Cetacean morbillivirus

Virus classification
- (unranked): Virus
- Realm: Riboviria
- Kingdom: Orthornavirae
- Phylum: Negarnaviricota
- Class: Monjiviricetes
- Order: Mononegavirales
- Family: Paramyxoviridae
- Genus: Morbillivirus
- Species: Morbillivirus ceti
- Strains: Dolphin morbillivirus (DMV); Pilot whale morbillivirus (PWMV); Porpoise morbillivirus (PMV);

= Cetacean morbillivirus =

Species of virus

Cetacean morbillivirus (CeMV) is a virus that infects marine mammals in the clade Cetacea (dolphins, porpoises and whales).

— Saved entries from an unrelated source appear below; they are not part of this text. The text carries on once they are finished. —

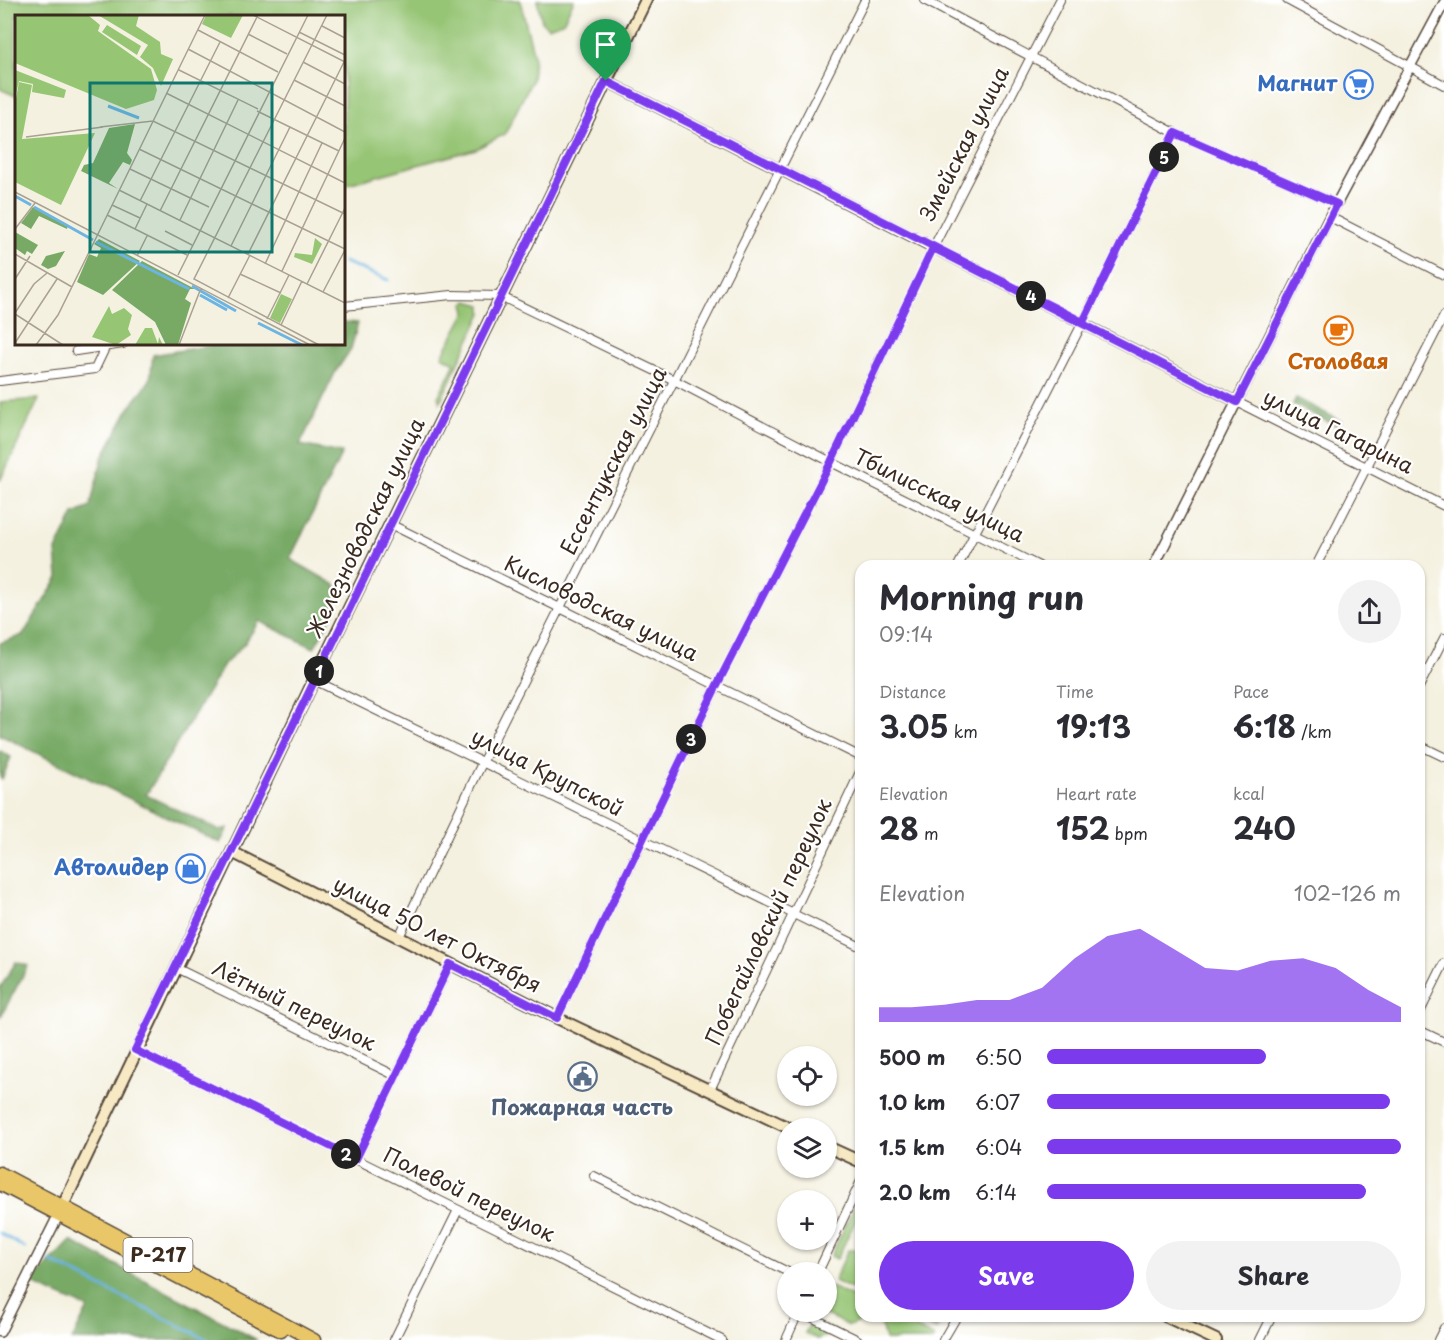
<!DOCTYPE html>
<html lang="en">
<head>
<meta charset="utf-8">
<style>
  body { margin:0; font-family:"Playpen Sans",sans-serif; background:#f2f2f3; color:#2b2b33; height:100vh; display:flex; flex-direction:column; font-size:22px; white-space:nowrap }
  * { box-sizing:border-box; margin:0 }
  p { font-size:20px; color:#7c7c81 }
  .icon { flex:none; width:33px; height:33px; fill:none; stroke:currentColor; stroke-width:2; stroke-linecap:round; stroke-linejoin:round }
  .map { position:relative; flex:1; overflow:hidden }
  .sheet { position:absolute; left:855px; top:560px; width:570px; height:762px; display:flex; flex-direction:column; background:#fff; border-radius:18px; box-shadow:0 2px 4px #0004 }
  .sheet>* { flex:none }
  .fabs { position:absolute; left:777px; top:1046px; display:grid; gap:12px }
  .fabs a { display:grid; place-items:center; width:60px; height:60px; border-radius:50%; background:#fff; box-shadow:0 2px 4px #0004; font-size:30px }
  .pin { position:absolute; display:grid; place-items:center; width:51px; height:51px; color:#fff; margin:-62px -26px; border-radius:50% 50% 50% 0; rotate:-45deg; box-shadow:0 0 6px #0007 }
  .pin .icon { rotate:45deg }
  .km { position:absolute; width:30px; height:30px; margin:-15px; border-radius:50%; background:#222; color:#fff; font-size:16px; line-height:30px; text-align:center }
  .round { display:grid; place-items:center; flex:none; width:63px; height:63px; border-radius:32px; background:#f2f2f3 }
  .headline { display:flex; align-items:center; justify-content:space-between; height:102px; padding:0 24px }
  h1 { font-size:33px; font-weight:700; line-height:45px }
  .stats { display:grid; grid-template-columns:repeat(3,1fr); gap:9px; height:102px; padding:6px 24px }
  .stats div { display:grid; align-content:center }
  .stats b { font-size:30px; font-weight:700 }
  .stats small { font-size:16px; font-weight:400 }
  .stats p { font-size:16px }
  .chart { height:168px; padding:12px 24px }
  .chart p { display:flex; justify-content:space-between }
  .chart svg { width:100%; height:108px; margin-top:6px; fill:#7c3aed; opacity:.7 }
  .action { display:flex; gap:12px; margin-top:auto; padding:12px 24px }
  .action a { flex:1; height:69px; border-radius:36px; background:#7c3aed; color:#fff; font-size:24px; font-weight:700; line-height:69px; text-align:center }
  .action a+a { background:#f2f2f3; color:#2b2b33 }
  ul { padding:0 24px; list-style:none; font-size:20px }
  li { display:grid; grid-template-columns:96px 72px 1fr; align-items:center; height:45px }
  li i { height:15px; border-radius:8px; background:#7c3aed }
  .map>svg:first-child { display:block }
  .green { fill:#96c574; stroke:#687849; stroke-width:1.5 }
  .forest { fill:#78aa66; stroke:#5a6a42; stroke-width:1.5 }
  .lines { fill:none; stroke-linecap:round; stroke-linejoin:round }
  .stream { stroke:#6bb4e3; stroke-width:3 }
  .minor-casing { stroke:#57483b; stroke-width:10 }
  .tertiary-casing { stroke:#57483b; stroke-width:12 }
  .secondary-casing { stroke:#57483b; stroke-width:14 }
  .trunk-casing { stroke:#57483b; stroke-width:15 }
  .minor { stroke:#fff; stroke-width:8 }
  .tertiary { stroke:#fff; stroke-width:9 }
  .secondary { stroke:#f6e9c3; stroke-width:10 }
  .trunk { stroke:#e9c769; stroke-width:12 }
  .route-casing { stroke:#fff; stroke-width:12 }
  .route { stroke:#7c3aed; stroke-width:8 }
  .labels { text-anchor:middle; stroke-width:4.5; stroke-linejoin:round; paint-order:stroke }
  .shield { fill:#fff; stroke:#766a62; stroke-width:1.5 }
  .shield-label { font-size:20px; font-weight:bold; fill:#3b2a1e }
  .shop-label { font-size:21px; font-weight:bold; fill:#366cbe; stroke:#fff; text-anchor:end }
  .street-label { font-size:21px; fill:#3b2a1e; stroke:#fff }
  .food-label { font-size:21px; font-weight:bold; fill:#c56008; stroke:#fff }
  .service-label { font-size:21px; font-weight:bold; fill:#4e5e75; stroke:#fff }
  .inset-river { fill:none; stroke:#6bb4e3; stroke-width:3 }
  .inset-road { fill:none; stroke:#aaa192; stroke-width:1.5 }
  .view { fill:#0f766e; fill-opacity:0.15; stroke:#0f766e; stroke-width:3 }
  .inset-edge { fill:none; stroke:#3b2a1e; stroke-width:3 }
</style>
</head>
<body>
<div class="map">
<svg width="1444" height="1340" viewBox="0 0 1444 1340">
  <rect width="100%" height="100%" fill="#fff"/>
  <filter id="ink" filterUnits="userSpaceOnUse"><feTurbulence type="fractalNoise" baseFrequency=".0167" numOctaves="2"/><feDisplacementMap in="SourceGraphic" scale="12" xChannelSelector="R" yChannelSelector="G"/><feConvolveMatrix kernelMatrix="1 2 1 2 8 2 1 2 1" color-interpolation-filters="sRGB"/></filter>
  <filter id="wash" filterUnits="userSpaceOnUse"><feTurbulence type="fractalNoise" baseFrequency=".008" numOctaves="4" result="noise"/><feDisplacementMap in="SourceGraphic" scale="24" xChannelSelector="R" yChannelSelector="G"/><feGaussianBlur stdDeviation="1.35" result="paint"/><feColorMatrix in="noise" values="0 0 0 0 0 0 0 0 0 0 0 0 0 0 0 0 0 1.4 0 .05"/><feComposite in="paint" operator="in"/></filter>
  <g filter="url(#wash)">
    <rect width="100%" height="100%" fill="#f4f1e0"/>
    <path class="green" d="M0 0H520L534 56 532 80 505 134 476 149 344 185V16H16V96L0 89Z
      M537 0H574L563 22 548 27 542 22Z
      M468 301 482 305V313L440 402 438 397 455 363 442 356 466 312 464 303Z
      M39 399 0 481V402Z
      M861 1193V1209L837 1259 831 1256Z
      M848 1250H861V1271L852 1289 834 1281Z
      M831 1287 861 1301V1316H868L866 1320 849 1326 818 1311H826L827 1295Z
      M885 1316H891L934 1337 933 1340H885L881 1325Z
      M917 1316H944L936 1330 915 1320Z
      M812 1320 838 1332 817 1339 805 1333Z"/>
    <path class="forest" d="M344 322 358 323 351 349 336 371 300 445 342 453 290 559 337 586 335 610 314 648 259 621 245 643 224 665 146 795 219 830 228 828 220 843 0 735V643L23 635 58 578 56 550 74 514 90 507 102 459 128 410 150 380 153 355 220 344H344Z
      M1296 398 1341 421 1338 427 1293 404Z
      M0 751 11 757 2 779 0 777Z
      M16 962 28 966 0 1018V988Z
      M71 1241 257 1340H72L88 1308 30 1283Z"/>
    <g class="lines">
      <path class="stream" d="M344 262 388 280
        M0 1233 25 1248
        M50 1261 208 1340"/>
    </g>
  </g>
  <g filter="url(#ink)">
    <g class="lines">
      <defs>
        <path id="minor" d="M924 0 1175 133 1337 204
          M1287 0 1444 85
          M1330 217 1444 275
          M344 306 452 295 500 296 674 380 831 462 1039 566
          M76 351 123 344
          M0 381 95 369 106 346
          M1237 402 1444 506
          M390 524 861 757
          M958 566 1083 322 1175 133
          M1316 566 1444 316
          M314 680 861 947
          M1419 687 1444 638
          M1419 745 1444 757
          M398 939 483 761 865 0
          M176 968 396 1076
          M1419 1014 1444 963
          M557 1018 717 685 831 462 933 248 1060 0
          M1419 1030 1444 1042
          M135 1050 722 1340
          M710 1090 861 770
          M356 1159 450 964
          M594 1176 788 1272
          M818 1272 861 1181
          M799 1311 858 1340
          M394 1340 458 1210
          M786 1340 799 1311
          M943 1340 957 1316
          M1260 1340 1272 1316
          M1438 1340 1444 1328"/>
        <path id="tertiary" d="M606 81 1237 402
          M1154 566 1331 214 1444 3
          M0 1332 59 1214"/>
        <path id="secondary" d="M232 852 557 1018 789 1128
          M826 1146 861 1162
          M60 1212 314 680 646 0
          M1165 1316 1216 1340"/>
        <path id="trunk" d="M0 1173 314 1340
          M0 1184 281 1331"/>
      </defs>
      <use href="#minor" class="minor-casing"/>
      <use href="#tertiary" class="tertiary-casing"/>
      <use href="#secondary" class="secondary-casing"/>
      <use href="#trunk" class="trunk-casing"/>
      <use href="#minor" class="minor"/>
      <use href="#tertiary" class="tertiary"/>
      <use href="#secondary" class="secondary"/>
      <use href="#trunk" class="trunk"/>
    </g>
  </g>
  <g class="lines" filter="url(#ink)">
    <defs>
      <path id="route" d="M606 81 135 1050 356 1159 450 964 557 1018 717 685 831 462 933 248 1237 402 1337 204 1175 133 1083 322 606 81"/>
    </defs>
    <use href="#route" class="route-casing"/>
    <use href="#route" class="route"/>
  </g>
  <defs>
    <symbol id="supermarket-ring" viewBox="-11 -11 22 22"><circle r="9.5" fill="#fff" stroke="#3f7fe0" stroke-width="1.5"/><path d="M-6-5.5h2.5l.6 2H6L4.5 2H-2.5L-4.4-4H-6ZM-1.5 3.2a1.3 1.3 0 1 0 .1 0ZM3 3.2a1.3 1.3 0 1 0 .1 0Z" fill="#3f7fe0"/></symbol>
    <symbol id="cafe-ring" viewBox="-11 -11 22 22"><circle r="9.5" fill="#fff" stroke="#e8710a" stroke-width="1.5"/><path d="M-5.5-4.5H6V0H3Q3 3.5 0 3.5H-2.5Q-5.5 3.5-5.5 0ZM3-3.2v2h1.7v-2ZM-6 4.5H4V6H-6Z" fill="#e8710a"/></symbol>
    <symbol id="shop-ring" viewBox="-11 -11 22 22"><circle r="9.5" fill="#fff" stroke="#3f7fe0" stroke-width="1.5"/><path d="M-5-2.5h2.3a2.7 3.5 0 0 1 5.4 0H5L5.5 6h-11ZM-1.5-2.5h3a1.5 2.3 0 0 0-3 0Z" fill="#3f7fe0"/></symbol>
    <symbol id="civic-ring" viewBox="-11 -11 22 22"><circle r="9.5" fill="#fff" stroke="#5c6f8a" stroke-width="1.5"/><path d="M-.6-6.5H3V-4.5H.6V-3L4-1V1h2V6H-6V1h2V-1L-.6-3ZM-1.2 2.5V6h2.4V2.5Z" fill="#5c6f8a"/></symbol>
  </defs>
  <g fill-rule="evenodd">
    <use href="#supermarket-ring" x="1342" y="68" width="33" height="33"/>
    <use href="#cafe-ring" x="1322" y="314" width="33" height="33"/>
    <use href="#shop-ring" x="174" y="852" width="33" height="33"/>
    <use href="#civic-ring" x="566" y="1060" width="33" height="33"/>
  </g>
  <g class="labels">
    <rect class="shield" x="123.5" y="1238" width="69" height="34" rx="4.5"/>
    <g class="shield-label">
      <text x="158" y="1262">Р-217</text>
    </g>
    <g class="shop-label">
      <text x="1337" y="91">Магнит</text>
      <text x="169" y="875">Автолидер</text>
    </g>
    <g class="street-label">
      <text transform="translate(965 144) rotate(-63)" y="7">Змейская улица</text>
      <text transform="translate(1338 432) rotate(26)" y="7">улица Гагарина</text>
      <text transform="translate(614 461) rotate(-63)" y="7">Ессентукская улица</text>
      <text transform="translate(939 496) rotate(26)" y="7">Тбилисская улица</text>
      <text transform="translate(366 528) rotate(-64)" y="7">Железноводская улица</text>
      <text transform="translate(601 609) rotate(26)" y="7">Кисловодская улица</text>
      <text transform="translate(547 773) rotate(27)" y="7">улица Крупской</text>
      <text transform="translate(769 922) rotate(-65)" y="7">Побегайловский переулок</text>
      <text transform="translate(437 935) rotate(27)" y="7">улица 50 лет Октября</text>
      <text transform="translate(294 1006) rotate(26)" y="7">Лётный переулок</text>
      <text transform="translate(469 1195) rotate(26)" y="7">Полевой переулок</text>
    </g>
    <g class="food-label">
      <text x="1338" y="369">Столовая</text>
    </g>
    <g class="service-label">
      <text x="582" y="1115">Пожарная часть</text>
    </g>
  </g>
  <g transform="translate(15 15)">
    <rect width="330" height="330" fill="#f4f1e0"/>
    <path d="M0 0H73L85 10 83 16 136 54 142 75 139 85 111 94 0 48ZM83 0H124L121 11 145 27 146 39 158 44 146 71 138 53 125 42 133 30ZM191 0H228L216 23 187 9ZM92 10 126 31 122 40 87 17ZM0 55 51 75 49 83 17 77 18 69 4 66 0 83ZM4 67 17 70 7 124 80 118 46 190 0 167V89ZM300 223 307 229 297 249 279 242 280 238 297 240ZM266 279 277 284 265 308 255 303ZM94 291 97 299 109 293 117 300 113 314 116 320 101 330 77 322ZM130 313H137L143 329 144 322 148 330H120Z" fill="#96c574"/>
    <path d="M120 109 112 138 117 145 115 150 108 147 94 168 103 174 66 156 69 150 78 148 94 113ZM18 192 53 210 52 214 24 201 16 214 6 208ZM0 217 23 230 17 239 12 236 10 240 0 233ZM84 224 125 246 88 280 62 267 74 239 82 242 86 233 79 229ZM50 236 41 251 33 254 26 250 31 241ZM127 246 180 274H175L170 284 176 288 163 330H151L140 307 97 275Z" fill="#78aa66"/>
    <path class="inset-river" d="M93 91 124 103M0 181 16 190M19 192 78 225M81 227 174 274M177 271 221 296M185 280 212 295M243 308 287 330"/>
    <path class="inset-road" d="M238 0 330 47M307 11 330 23M183 15 263 57M284 17 330 40M233 19 272 39M173 34 330 117M288 47 330 69M164 55 243 94M279 65 330 91M151 78 330 168M242 96 324 136M85 112 138 106 330 199M11 122 88 112M124 134 330 234M115 154 194 192M104 175 330 288M0 177 295 330M125 186 205 27M97 190 125 203M145 196 243 0M92 200 172 240M165 205 223 85M0 214 20 188M120 214 132 189M150 216 177 230M82 221 190 0M216 231 275 112M0 239 57 272M233 239 330 45M122 241 132 221M250 249 307 128M267 256 330 123M225 259 266 278M163 260 293 0M0 264 15 241M292 269 330 193M308 277 330 235M213 283 235 240M0 298 19 269 32 258M0 299 48 330M252 304 274 260M266 310 287 266M0 328 42 264M21 330 43 300 82 221M164 330 186 273M304 330 179 264 312 0"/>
    <path class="view" d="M75 68H257V237H75Z"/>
    <rect width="330" height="330" class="inset-edge"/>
  </g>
</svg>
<div class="fabs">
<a><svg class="icon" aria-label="locate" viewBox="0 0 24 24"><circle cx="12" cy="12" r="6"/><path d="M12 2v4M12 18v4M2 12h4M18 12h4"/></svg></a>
<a><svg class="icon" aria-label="layers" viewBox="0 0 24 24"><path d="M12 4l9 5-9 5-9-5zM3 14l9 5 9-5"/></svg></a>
<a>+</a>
<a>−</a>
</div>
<div class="pin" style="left:606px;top:81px;background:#1e9e55"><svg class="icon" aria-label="arrive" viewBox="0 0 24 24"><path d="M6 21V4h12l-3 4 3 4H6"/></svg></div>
<b class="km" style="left:319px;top:671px">1</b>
<b class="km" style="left:346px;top:1154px">2</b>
<b class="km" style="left:691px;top:739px">3</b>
<b class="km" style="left:1031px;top:296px">4</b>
<b class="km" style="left:1164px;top:157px">5</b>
<section class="sheet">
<div class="headline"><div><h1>Morning run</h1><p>09:14</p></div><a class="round"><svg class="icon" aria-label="share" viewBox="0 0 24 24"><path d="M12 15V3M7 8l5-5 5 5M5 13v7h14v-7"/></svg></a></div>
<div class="stats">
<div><p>Distance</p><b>3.05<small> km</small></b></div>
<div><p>Time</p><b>19:13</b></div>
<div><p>Pace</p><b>6:18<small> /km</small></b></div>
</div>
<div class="stats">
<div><p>Elevation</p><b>28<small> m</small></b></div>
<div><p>Heart rate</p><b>152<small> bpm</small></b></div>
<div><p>kcal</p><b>240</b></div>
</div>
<div class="chart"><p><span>Elevation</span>102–126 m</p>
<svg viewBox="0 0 160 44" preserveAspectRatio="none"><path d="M0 44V38L10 38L20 37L30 35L40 35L50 30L60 18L70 9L80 6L90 14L100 22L110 23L120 19L130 18L140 22L150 31L160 38V44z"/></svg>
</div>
<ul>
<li><b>500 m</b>6:50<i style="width:62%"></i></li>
<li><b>1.0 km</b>6:07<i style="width:97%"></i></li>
<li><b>1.5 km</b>6:04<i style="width:100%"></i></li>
<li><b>2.0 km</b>6:14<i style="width:90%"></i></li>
</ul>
<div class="action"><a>Save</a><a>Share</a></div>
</section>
</div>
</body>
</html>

Three genetically distinct strains have been identified: dolphin morbillivirus (DMV), pilot whale morbillivirus (PWMV) and porpoise morbillivirus (PMV). Symptoms are often a severe combination of pneumonia, encephalitis and immune system damage, which greatly impair the ability to swim and stay afloat unassisted. Since its discovery in 1987, CeMV has caused many epizootics of mass mortality in cetacean populations. Epizootics of CeMV can be easily identified by a significant increase in the number of stranded cetaceans on beaches and shores.